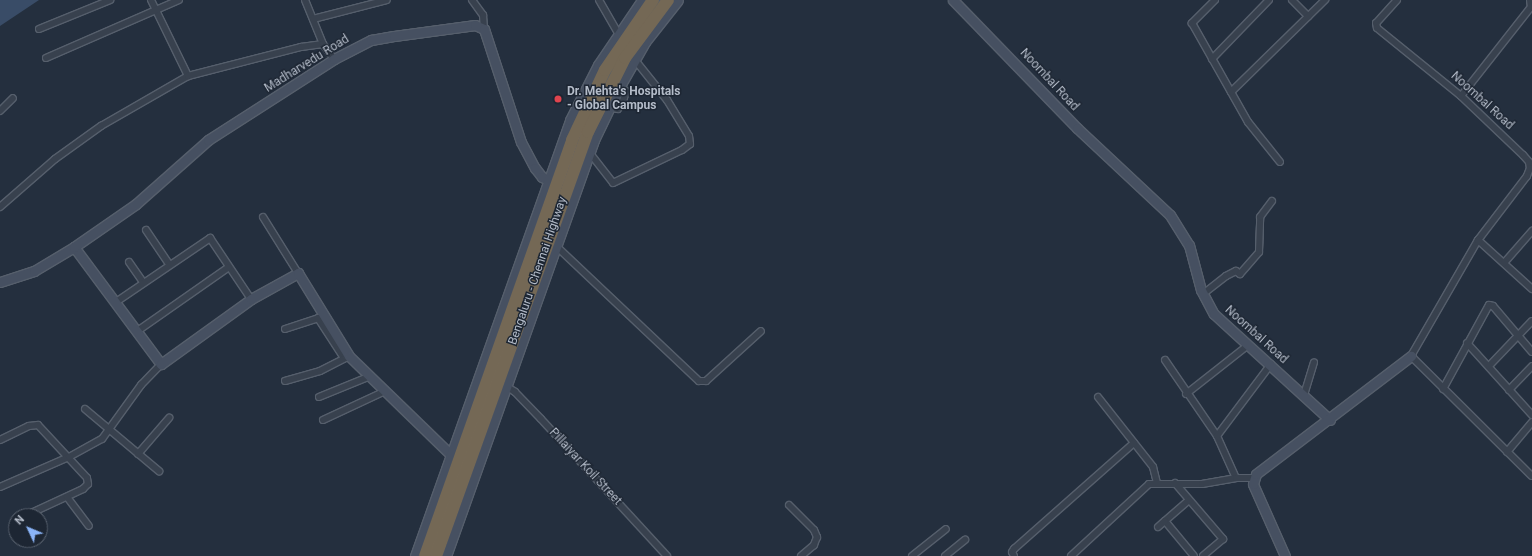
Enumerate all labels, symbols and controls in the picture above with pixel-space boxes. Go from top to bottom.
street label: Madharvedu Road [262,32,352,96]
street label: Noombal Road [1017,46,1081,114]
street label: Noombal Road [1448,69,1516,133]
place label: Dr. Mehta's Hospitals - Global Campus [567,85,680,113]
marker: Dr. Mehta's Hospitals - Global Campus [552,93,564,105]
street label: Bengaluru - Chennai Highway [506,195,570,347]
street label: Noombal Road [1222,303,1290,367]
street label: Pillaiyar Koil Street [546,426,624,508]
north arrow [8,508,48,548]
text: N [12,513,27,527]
----
-- PROBLEM TO WORK ON --
Make an exact printout of the listing above, omitting the images.

-- ANSWER TO THE EXERCISE --
Enumerate all labels, symbols and controls in the picture above with pixel-space boxes. Go from top to bottom.
street label: Madharvedu Road [262,32,352,96]
street label: Noombal Road [1017,46,1081,114]
street label: Noombal Road [1448,69,1516,133]
place label: Dr. Mehta's Hospitals - Global Campus [567,85,680,113]
marker: Dr. Mehta's Hospitals - Global Campus [552,93,564,105]
street label: Bengaluru - Chennai Highway [506,195,570,347]
street label: Noombal Road [1222,303,1290,367]
street label: Pillaiyar Koil Street [546,426,624,508]
north arrow [8,508,48,548]
text: N [12,513,27,527]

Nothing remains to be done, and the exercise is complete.